**WHAT IS REQUIRED**: Find how many lines in this data contain the string "speed". Respond with only that number.
------ PROVIDED DATA ------
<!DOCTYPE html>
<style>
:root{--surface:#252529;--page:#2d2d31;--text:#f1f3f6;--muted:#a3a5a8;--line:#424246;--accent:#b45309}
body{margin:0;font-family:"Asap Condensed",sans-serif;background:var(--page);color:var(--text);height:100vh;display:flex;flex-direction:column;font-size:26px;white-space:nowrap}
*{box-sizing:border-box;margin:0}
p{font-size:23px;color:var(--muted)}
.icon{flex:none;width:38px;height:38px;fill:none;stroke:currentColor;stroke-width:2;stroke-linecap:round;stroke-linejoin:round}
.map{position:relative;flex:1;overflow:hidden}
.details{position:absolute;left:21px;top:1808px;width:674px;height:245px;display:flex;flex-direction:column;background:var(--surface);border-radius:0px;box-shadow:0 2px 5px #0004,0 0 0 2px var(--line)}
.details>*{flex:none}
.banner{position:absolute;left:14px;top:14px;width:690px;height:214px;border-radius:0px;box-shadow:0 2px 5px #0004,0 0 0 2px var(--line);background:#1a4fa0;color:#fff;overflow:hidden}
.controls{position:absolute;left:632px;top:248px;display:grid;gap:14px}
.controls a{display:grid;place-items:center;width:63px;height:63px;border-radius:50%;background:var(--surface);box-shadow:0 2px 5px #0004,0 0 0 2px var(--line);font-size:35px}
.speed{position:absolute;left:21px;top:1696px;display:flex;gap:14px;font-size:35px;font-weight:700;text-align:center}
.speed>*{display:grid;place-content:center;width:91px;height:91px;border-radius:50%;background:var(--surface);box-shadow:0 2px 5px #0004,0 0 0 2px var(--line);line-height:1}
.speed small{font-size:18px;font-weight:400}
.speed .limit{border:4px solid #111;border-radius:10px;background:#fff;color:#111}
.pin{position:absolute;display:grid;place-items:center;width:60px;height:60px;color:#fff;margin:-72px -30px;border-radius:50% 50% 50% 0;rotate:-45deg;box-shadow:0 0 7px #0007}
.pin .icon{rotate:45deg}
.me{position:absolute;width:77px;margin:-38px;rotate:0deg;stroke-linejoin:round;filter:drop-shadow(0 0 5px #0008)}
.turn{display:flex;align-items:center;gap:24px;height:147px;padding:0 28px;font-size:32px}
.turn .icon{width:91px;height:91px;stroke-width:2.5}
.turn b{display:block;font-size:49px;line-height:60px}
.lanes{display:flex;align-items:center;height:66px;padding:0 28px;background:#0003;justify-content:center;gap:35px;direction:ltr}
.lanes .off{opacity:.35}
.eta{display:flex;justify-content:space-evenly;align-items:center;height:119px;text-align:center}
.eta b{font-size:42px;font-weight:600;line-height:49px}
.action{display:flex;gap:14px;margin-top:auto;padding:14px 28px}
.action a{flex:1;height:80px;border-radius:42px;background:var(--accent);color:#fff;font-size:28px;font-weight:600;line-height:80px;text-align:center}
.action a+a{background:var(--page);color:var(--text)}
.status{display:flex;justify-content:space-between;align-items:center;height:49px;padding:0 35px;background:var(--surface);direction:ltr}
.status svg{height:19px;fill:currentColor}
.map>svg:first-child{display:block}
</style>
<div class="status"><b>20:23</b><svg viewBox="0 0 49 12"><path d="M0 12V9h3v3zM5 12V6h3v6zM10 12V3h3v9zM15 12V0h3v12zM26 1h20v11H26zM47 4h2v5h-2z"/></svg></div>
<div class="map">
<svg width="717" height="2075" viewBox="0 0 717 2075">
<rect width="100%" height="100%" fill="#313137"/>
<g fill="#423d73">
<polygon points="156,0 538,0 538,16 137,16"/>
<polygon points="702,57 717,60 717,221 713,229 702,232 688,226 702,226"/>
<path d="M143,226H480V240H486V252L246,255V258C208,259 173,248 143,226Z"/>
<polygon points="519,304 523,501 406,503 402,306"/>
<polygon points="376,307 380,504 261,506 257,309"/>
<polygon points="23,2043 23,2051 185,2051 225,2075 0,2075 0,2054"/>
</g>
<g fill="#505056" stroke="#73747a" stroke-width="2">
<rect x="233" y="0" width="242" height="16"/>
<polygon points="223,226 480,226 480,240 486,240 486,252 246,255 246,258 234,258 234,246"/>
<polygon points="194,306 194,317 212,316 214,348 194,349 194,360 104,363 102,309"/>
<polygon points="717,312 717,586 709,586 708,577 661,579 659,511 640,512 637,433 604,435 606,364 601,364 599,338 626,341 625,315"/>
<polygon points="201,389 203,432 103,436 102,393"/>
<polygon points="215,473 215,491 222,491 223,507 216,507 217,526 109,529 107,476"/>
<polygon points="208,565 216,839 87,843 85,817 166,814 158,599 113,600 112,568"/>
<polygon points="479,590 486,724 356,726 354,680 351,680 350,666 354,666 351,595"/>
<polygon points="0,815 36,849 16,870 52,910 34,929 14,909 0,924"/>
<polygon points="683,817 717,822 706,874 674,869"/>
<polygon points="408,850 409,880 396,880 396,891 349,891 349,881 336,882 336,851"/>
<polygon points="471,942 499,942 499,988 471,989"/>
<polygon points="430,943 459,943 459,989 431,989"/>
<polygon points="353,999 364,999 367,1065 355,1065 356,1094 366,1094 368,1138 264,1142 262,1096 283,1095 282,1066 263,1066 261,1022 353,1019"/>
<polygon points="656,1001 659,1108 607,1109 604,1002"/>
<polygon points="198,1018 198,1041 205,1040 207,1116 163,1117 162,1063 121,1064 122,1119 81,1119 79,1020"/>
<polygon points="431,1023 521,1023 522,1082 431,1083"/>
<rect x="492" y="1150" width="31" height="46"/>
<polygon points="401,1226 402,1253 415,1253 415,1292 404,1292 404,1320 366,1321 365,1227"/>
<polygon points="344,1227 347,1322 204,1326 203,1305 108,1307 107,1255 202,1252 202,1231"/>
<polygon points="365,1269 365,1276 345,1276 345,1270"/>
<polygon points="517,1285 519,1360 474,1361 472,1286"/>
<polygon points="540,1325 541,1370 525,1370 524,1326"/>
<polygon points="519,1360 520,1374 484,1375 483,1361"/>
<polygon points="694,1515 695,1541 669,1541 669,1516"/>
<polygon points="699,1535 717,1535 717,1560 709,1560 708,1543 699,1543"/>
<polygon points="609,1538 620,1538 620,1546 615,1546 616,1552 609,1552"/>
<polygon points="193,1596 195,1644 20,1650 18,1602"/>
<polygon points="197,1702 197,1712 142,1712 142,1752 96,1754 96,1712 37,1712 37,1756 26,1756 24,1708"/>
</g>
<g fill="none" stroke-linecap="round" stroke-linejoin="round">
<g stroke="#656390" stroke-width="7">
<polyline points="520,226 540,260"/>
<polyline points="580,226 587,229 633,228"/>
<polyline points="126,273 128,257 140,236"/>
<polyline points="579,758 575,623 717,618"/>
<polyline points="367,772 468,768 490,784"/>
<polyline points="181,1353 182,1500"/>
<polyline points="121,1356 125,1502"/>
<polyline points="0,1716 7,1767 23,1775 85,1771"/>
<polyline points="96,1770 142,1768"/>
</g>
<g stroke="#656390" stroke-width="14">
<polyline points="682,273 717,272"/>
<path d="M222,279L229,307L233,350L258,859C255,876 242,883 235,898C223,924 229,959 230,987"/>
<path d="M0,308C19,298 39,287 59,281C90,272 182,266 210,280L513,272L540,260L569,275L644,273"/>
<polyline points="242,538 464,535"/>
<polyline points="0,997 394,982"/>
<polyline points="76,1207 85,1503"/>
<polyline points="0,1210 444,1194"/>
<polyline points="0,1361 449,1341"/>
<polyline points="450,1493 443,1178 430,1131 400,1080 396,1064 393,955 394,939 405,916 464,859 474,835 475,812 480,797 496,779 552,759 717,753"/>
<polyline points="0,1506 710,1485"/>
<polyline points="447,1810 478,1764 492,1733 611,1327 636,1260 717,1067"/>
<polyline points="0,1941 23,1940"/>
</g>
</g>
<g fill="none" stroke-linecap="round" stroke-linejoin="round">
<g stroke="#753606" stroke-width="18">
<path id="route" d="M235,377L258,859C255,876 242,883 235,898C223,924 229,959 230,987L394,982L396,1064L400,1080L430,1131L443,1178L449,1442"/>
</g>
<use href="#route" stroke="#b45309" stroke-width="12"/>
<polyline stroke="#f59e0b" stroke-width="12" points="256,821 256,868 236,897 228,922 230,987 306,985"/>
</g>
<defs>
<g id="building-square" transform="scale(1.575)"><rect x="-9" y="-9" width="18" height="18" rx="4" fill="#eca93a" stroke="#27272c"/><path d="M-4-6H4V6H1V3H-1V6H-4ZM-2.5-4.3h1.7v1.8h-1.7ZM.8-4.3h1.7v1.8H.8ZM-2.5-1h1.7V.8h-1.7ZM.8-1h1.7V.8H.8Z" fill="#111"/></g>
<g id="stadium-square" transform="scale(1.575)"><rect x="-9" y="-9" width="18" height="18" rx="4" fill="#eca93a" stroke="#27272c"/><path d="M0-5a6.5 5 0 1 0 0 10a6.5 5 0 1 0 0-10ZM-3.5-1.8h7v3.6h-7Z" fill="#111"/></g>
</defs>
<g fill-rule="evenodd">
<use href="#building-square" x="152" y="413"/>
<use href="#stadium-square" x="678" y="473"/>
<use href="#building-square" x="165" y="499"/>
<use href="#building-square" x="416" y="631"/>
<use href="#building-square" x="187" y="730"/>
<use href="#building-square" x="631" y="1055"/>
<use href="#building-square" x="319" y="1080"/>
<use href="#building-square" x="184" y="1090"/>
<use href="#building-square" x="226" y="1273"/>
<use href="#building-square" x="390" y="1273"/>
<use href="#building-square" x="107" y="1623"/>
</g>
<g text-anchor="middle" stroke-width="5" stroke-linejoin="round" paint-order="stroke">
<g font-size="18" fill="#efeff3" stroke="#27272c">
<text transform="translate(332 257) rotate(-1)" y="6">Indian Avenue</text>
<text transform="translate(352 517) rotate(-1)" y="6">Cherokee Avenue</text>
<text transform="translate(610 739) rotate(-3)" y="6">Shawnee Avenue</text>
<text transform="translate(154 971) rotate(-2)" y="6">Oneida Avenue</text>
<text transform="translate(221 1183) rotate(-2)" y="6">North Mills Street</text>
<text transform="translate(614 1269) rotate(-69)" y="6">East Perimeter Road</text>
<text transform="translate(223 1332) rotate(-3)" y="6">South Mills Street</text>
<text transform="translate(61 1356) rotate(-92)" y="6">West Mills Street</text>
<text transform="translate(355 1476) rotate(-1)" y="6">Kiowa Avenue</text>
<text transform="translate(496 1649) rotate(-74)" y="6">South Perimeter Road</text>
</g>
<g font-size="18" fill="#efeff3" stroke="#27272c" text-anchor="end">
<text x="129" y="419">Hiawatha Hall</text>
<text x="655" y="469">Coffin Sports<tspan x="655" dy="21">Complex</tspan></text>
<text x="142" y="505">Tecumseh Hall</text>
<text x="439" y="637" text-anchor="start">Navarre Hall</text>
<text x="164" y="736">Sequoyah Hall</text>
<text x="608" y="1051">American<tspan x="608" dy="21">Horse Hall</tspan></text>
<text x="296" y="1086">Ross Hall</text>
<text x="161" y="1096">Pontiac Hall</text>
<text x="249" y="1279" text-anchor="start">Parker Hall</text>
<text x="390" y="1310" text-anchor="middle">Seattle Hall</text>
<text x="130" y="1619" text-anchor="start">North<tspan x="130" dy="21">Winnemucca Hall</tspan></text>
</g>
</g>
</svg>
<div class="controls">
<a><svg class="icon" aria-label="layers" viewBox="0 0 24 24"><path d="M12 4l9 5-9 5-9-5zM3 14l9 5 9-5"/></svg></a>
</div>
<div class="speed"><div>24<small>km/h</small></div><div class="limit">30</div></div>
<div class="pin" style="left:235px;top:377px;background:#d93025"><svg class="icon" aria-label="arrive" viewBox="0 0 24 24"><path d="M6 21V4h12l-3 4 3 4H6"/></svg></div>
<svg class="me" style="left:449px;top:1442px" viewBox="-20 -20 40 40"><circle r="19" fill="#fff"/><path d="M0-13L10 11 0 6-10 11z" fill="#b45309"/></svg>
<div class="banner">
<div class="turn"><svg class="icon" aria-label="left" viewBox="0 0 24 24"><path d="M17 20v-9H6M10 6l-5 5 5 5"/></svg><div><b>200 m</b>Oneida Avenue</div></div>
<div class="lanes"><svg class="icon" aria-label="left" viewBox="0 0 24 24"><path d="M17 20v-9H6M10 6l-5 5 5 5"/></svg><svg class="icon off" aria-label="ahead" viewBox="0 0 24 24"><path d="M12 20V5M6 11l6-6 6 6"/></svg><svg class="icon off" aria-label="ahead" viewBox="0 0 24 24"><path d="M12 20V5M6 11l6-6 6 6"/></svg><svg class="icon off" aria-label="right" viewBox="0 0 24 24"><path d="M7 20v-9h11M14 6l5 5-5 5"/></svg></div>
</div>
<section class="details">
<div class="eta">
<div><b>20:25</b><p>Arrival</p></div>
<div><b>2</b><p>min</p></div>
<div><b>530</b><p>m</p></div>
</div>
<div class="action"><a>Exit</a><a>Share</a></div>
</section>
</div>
------
**OUTPUT OF THE TASK**: 5